His biggest challenge when he arrived related to teaching. His staff were spending 78 per cent of their time teaching, compared to a sector average of 40 per cent - not a good thing, despite student concerns nationally about lack of contact with their tutors.
"There isn't a straightforward correlation between the time spent teaching and how much teaching students receive," he explained. There were "overlaps" in courses, and he found there were 134 "introduction to research methods" courses.
"The university has cut that overlap - and teaching time - but it hasn't affected students," Professor Curran said.

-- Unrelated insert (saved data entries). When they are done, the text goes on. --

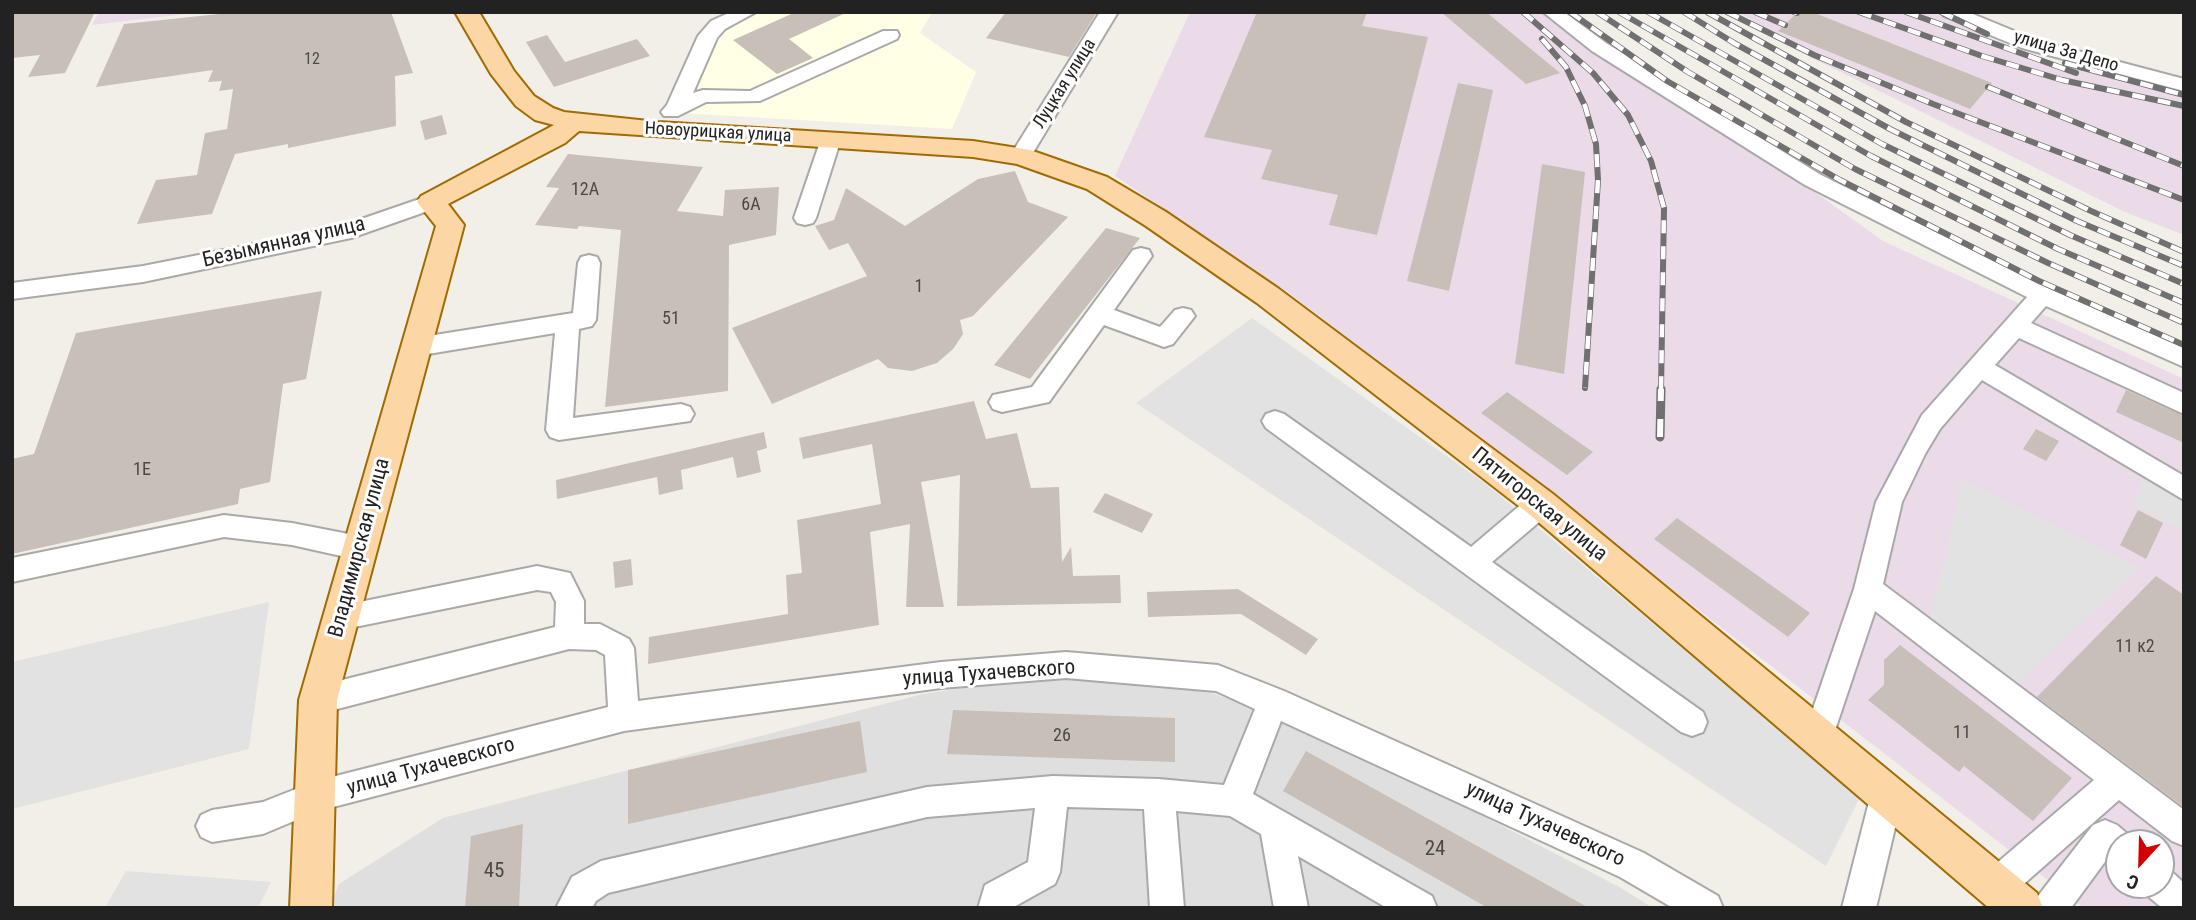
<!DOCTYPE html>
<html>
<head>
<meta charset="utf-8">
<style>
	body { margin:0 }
	#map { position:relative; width:2196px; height:920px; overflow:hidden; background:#f2efe9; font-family:"Roboto Condensed",sans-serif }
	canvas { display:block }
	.frame { position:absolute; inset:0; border:14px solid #222; pointer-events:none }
	.north { position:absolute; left:2105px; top:829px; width:70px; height:70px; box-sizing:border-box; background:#fff; border:2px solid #a7a7a7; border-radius:50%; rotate:202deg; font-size:19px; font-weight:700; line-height:28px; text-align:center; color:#222 }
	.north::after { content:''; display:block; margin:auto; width:24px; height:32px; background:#d40000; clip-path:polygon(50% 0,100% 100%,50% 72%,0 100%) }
</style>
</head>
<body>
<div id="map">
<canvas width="2196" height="920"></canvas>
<div class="frame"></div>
<div class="north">С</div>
</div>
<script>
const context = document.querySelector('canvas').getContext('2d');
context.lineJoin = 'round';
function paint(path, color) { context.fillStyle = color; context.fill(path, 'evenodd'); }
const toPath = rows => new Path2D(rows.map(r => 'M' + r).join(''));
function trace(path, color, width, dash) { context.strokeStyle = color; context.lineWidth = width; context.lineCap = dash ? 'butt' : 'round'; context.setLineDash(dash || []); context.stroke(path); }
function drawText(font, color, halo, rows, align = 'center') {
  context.font = font + ' "Roboto Condensed",sans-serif'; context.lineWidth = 6; context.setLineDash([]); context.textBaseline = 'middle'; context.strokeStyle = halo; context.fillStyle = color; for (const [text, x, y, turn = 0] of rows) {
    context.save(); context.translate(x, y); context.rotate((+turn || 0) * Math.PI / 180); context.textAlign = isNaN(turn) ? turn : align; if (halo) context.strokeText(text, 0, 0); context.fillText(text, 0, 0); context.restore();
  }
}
const residential = toPath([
	[1060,673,1179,682,1317,729,1621,888,1653,908,329,908,339,884,443,818,923,694]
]);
const industrial = toPath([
	[99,12,203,12,92,25],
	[1190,12,1564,12,1883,241,2184,379,2184,908,2084,908,1289,293,1115,176],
	[2119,843,2161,843,2161,885,2119,885],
	[1739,12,1934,12,1989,38,2061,65,2184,97,2184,235,2125,212,1812,58]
]);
const education = toPath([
	[762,12,932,13,920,33,976,72,952,129,682,113,717,33]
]);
const parking = toPath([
	[1252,318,1486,484,1860,797,1826,866,1136,403],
	[2144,472,2184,495,2184,531,2133,505],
	[1963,480,2139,568,2019,683,1930,617],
	[269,602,249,749,12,809,12,662],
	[126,871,271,882,258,908,105,908]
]);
const building = toPath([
	[12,12,95,12,65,73,28,77,40,55,12,58],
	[238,12,391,12,413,73,395,76,396,126,288,148,288,144,235,154,212,214,137,224,156,180,197,175,205,133,227,129,233,89,219,91,222,81,208,82,213,70,96,87,124,24],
	[796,12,848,12,789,39,813,58,777,74,733,40],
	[1006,12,1097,12,1069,57,986,38],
	[1257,12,1367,12,1362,26,1428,37,1377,235,1329,225,1338,195,1261,179,1272,150,1204,137],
	[1441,12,1486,12,1560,73,1526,84],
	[1798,12,1812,12,1992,83,1970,109,1778,31],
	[547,35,565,62,637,39,650,56,554,87,526,42],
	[1458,83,1493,90,1449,291,1407,281],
	[442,115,447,134,425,140,420,121],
	[568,154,703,167,677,211,723,216,725,190,779,187,776,235,729,245,728,391,605,407,621,230,579,226,577,229,535,225,559,188,546,187],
	[1542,164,1585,172,1564,374,1515,364],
	[1015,171,1028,202,1068,217,973,316,960,320,963,334,953,349,937,363,912,371,888,368,878,359,772,404,732,328,867,276,848,243,829,250,815,226,834,220,846,188,905,226,978,179],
	[1106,228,1140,238,1030,379,994,365],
	[322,291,306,379,283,384,270,482,240,489,238,504,12,554,12,459,34,454,76,333],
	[2126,390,2184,416,2184,443,2116,412],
	[1507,392,1593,452,1567,475,1481,413],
	[974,401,986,439,1017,433,1031,488,1059,487,1062,562,1071,547,1073,576,1120,575,1121,603,957,606,960,475,921,482,944,607,906,607,910,524,870,532,879,625,648,664,649,637,788,614,786,575,802,573,797,520,881,504,872,444,803,459,799,438],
	[2036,429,2059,441,2046,461,2023,449],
	[764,432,767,448,757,451,761,472,737,478,733,457,681,470,683,489,659,495,657,477,557,499,556,480],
	[1105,493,1153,514,1142,533,1093,512],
	[2138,510,2163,523,2146,559,2120,545],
	[1677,518,1810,613,1788,637,1654,539],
	[631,559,633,585,615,588,613,562],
	[2156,576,2184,595,2184,807,2037,697],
	[1238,589,1318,639,1306,655,1241,614,1148,617,1147,592],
	[1900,645,2072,778,2033,821,1964,766,1959,772,1868,700,1884,685,1884,660],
	[953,710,1175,718,1175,762,947,754],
	[860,721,867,772,628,824,628,770],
	[1306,751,1589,908,1488,908,1283,791],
	[523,824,519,908,465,908,471,836]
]);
const minor = toPath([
	[731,12,756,12,725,29,717,38,693,93,703,90,750,91,883,31,897,31,899,35,897,39,760,101,706,102,678,116,664,116,661,112,667,105,698,36,711,21,731,12],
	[1100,12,1118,12,1028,161,1014,161,1010,156,1100,12],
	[1543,12,1564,12,1606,43,1821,175,2050,289,2184,348,2184,367,2046,306,2031,323,2184,393,2184,414,2019,338,1995,365,2184,476,2184,500,1982,380,1940,429,1925,454,1902,502,1883,584,2184,810,2184,846,2172,841,2119,800,2008,898,1996,903,1984,898,1979,886,1984,874,2094,780,1875,611,1830,745,1819,749,1808,745,1804,735,1854,589,1876,502,1922,415,2027,297,1805,185,1592,51,1543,12],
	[1942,12,1968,12,2036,40,2184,79,2184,91,2022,48,1944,16,1942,12],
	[831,133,838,134,841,139,816,218,813,223,805,225,797,223,794,218,821,139,824,134,831,133],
	[431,195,439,197,442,202,439,207,351,238,143,282,12,299,12,283,143,266,244,246,347,224,431,195],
	[1141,248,1149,250,1152,256,1114,310,1160,327,1175,310,1183,308,1191,310,1195,316,1173,344,1164,347,1104,325,1049,402,1002,412,993,409,989,402,993,395,1032,387,1133,250,1141,248],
	[589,255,597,257,600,263,596,320,592,326,579,329,573,418,681,404,690,407,694,414,690,421,559,440,550,437,546,430,555,333,416,356,407,353,404,347,407,341,416,338,573,313,578,263,581,257,589,255],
	[1275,411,1284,414,1471,547,1531,496,1541,493,1551,496,1555,504,1551,512,1492,562,1703,712,1707,722,1703,732,1692,736,1681,732,1266,428,1262,421,1266,414,1275,411],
	[224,515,292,523,359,536,369,540,373,548,369,556,359,560,292,545,224,537,12,582,12,558,224,515],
	[537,566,570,573,584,601,584,624,600,624,629,639,634,648,638,701,941,662,1066,652,1218,665,1284,691,1644,853,1718,896,1723,908,1673,908,1620,877,1281,721,1253,794,1432,896,1437,908,1387,908,1298,856,1308,908,1274,908,1261,834,1230,816,1176,811,1184,908,1150,908,1144,809,1067,807,1060,872,1055,884,1012,908,978,908,985,885,1028,862,1035,808,927,817,608,893,596,901,592,908,556,908,572,877,601,861,927,787,1053,776,1159,779,1224,785,1255,709,1216,691,1066,678,941,688,624,731,318,811,263,834,212,842,201,837,196,826,201,815,212,810,263,802,316,781,608,707,605,655,596,650,569,649,318,714,307,710,303,700,307,690,318,686,555,627,556,602,551,592,537,590,340,630,330,626,326,617,330,608,537,566],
	[1887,779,1898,783,1903,794,1876,908,1842,908,1871,794,1876,783,1887,779],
	[2105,820,2117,825,2131,837,2133,843,2119,843,2119,864,2107,859,2071,908,2033,908,2038,896,2093,825,2105,820],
	[2161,868,2173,873,2184,883,2184,908,2162,908,2149,897,2144,885,2161,885,2161,868]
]);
const major = toPath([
	[455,12,479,12,514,71,534,96,553,108,564,112,658,122,973,141,1030,150,1107,177,1166,212,1279,289,1553,494,2037,893,2043,908,1989,908,1529,514,1257,303,1146,226,1087,189,1017,164,973,157,579,131,565,143,448,204,464,225,337,700,332,908,290,908,299,700,436,226,417,202,421,196,554,125,535,120,516,106,491,74,455,12]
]);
const railFar1 = toPath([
	[1523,12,1593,73,1628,115,1651,161,1664,208,1661,390],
	[1570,12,1667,81,1840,180,2039,281,2184,345],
	[1597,12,1688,72,1855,169,2048,263,2184,323],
	[1619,12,1871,156,2058,249,2184,303],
	[1648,12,1882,144,2070,235,2184,284],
	[1684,12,1734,43,1890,129,2077,221,2184,266],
	[1707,12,1906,122,2091,211,2184,252],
	[1727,12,1814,55,1933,104,2184,200],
	[1755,12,1785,25],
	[1794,12,1797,13],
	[1859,12,1982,56,2062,80,2184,106],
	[1906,12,2076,73],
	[1941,12,1987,34],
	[1542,39,1566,67,1585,106,1596,144,1598,180,1585,388],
	[2065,63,2184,95],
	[1988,87,2184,166]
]);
const rail = toPath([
	[1660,437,1661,389]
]);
const farNumbernames = [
	["12",312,60]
];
const farStreetnames = [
	["улица За Депо",2066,52,16],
	["Луцкая улица",1065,84,-58],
	["Новоурицкая улица",718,133,3]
];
const numberNames = [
	["12А",585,190],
	["6А",751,205],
	["1",919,287],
	["51",671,319],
	["1Е",142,470],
	["11 к2",2135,647],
	["11",1962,733],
	["26",1062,736]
];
const streetNames = [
	["Безымянная улица",284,243,-13],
	["Пятигорская улица",1539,505,39],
	["Владимирская улица",360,548,-75],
	["улица Тухачевского",989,674,-4],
	["улица Тухачевского",431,767,-15],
	["улица Тухачевского",1545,825,25]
];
const nearNumbernames = [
	["24",1435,850],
	["45",494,872]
];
paint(residential, '#e0dfdf');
paint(industrial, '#ebdbe8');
paint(education, '#ffffe5');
paint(parking, '#e2e2e2');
paint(building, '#c7bfb8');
trace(minor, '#a9a9a9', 4);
trace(major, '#a06b00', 4);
paint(minor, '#fff');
paint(major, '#fcd6a4');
trace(railFar1, '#707070', 6);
trace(rail, '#707070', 9);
trace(railFar1, '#fff', 4.5, [13]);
trace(rail, '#fff', 6, [18]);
drawText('16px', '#4b4948', null, farNumbernames);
drawText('18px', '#222', '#fff', farStreetnames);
drawText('18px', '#4b4948', null, numberNames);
drawText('21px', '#222', '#fff', streetNames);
drawText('21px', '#4b4948', null, nearNumbernames);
</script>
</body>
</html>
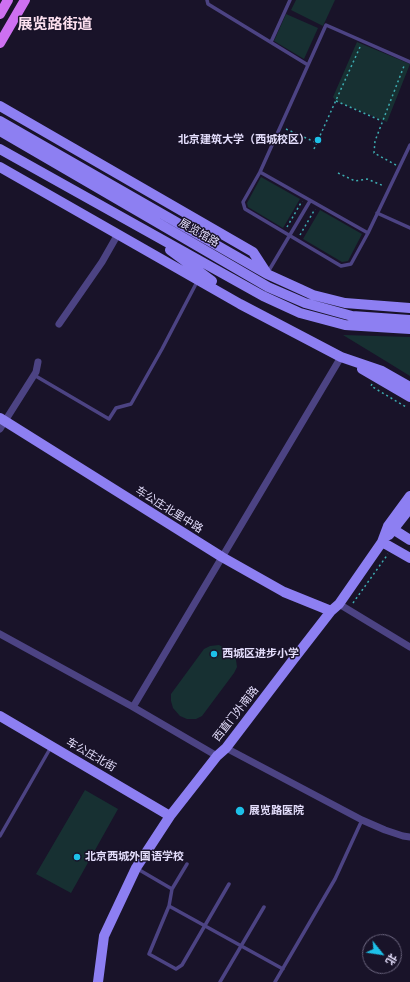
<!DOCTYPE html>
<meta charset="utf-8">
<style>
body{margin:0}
#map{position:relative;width:410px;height:982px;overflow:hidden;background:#191329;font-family:"IBM Plex Sans","Noto Sans SC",sans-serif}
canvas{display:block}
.north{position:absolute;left:362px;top:934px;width:40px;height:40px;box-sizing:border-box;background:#191329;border:1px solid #6a647d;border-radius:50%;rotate:120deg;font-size:11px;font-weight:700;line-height:16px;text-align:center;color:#e4defc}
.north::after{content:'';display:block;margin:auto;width:14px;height:18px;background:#1dc0e8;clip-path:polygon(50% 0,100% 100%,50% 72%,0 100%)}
</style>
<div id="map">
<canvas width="410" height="982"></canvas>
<div class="north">北</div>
</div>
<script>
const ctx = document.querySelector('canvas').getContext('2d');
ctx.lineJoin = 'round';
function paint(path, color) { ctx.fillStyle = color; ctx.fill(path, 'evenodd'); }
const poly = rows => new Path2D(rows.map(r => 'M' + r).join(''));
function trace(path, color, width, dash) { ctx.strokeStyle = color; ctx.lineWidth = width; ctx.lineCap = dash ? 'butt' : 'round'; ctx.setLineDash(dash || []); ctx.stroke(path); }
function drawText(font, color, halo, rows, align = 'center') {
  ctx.font = font + ' "IBM Plex Sans","Noto Sans SC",sans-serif'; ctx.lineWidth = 3; ctx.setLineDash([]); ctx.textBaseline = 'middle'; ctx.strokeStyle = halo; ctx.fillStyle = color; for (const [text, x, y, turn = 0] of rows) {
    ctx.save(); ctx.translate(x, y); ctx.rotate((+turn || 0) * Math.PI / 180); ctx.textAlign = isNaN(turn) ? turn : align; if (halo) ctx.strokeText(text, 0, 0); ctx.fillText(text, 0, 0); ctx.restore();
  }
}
paint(poly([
 [296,0,335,0,323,26,291,10],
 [286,14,318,28,304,59,274,41],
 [357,42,410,64,387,122,336,101,333,97],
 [261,177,300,199,283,228,248,207,247,203],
 [320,210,362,234,348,261,342,262,303,239],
 [343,335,410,337,410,376,384,360],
 [219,645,232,652,236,660,237,667,234,673,202,716,196,719,187,719,180,716,173,708,171,701,171,694,204,649,210,646],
 [85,790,118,809,71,893,36,874]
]), '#173032');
trace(poly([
 [336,101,382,121],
 [286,129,317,143],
 [314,149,360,47],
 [396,165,374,153,375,141,404,66],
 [338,173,355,181,367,179,384,186],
 [287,227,302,201],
 [300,235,315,209],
 [372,384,371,386,406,407],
 [353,603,388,554]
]), '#3dacb1', 1.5, [2, 3]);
trace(poly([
 [207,0,208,4,308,65],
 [271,42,290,0],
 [260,172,243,202,245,209,341,266,351,264,368,233,410,145],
 [377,213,410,228],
 [368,233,260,172,326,25,410,62],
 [268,272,310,201],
 [34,375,109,419,116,408,131,404,162,349,198,280],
 [0,836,51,747],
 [136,868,172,889,169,906,283,969],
 [172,889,187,864],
 [169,906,149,954,176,969,182,965,229,884],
 [220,982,264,907],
 [275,982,335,879,362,820]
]), '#4c4383', 3.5);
trace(poly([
 [59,324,102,262,118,234],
 [0,429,36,372,38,362],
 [339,604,410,647],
 [0,634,133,707,217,756],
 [133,707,341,357],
 [226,748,362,820,385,830,403,836,410,837]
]), '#4c4383', 7);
trace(poly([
 [0,106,253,252,266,272],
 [0,121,267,274,300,289,313,295,345,303,410,308],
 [0,131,268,287,305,303,352,316,410,320],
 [0,149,263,296,300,313,345,325,410,329],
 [0,167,240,304,341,357,382,371,410,387],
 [170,250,212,281],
 [362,369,410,397],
 [0,418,222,557,284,592,331,611],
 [388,526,410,540],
 [389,535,410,508],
 [382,542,410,558],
 [0,716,170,816],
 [98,982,104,936,136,868,170,816,217,756,226,748,293,660,331,611,339,604,382,542,388,526,410,496]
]), '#8d7ff2', 10);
trace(poly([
 [0,14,8,0],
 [0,43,25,0]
]), '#ce70f1', 10);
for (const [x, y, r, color] of [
 [318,140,4,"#1dc0e8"],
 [214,654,4,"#1dc0e8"],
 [240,811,5,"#1dc0e8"],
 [77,857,4,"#1dc0e8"]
]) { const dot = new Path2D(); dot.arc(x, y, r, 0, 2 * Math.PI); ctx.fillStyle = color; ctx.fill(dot); trace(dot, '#191329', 1.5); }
drawText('bold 11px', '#e4defc', '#191329', [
 ["北京建筑大学（西城校区）",310,140,"right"],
 ["西城区进步小学",222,654],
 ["展览路医院",249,811],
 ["北京西城外国语学校",85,857]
], 'left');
drawText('11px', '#e4defc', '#191329', [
 ["展览馆路",199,233,30],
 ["车公庄北里中路",169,510,32],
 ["西直门外南路",236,714,-52],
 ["车公庄北街",91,755,30]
]);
drawText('bold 15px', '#fce0ef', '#191329', [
 ["展览路街道",55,25]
]);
</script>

In any case, he sees quality as more important. "Students want staff engaged in research or professional practice and aware of the latest developments, rather than those who haven't practised for years."
By 2012, the university's corporate plan states that research academics will outnumber pure teaching staff. After two rounds of voluntary redundancies, about 70 academics have left and new staff have been recruited.
A "releasing research and enterprise potential" programme is encouraging remaining staff to expand their skills, and some academics have applied for research grants for the first time. The university has introduced associate professor posts to improve the academic career structure, and even references to "classrooms" have been removed to help provide a more lofty atmosphere.
But Bournemouth is not seeking to join the research elite. Oxford Brookes University is a closer role model. "Our priority is education, with research and enterprise second, and widening participation third," Professor Curran said.
The university will be "geared to the professionals". "In our case the word vocational carries the wrong message. We are offering programmes accredited by the professions," said Professor Curran, boasting of the university's "centre of excellence" in media and the National Centre for Computer Animation.
The drive to improve the university's academic standing will be underpinned over the next six years by the "most intense period of building the university has known", according to the corporate plan, although staff have noted that original references to a £100 million investment have changed to £0 million.
Money will be saved by course cuts. "Programmes not attractive to students, like electronics, will run down," added Professor Curran. "The flipside of that is that we will offer more courses that are popular. Some universities offer 35 subject areas; we have 15."
While his reforms - and in particular, the redundancies - have not endeared him to staff representatives, even his detractors accept that change has been necessary, after a long period of "unsustainable drift". "That's part of the reason why things are so difficult now", said one university insider.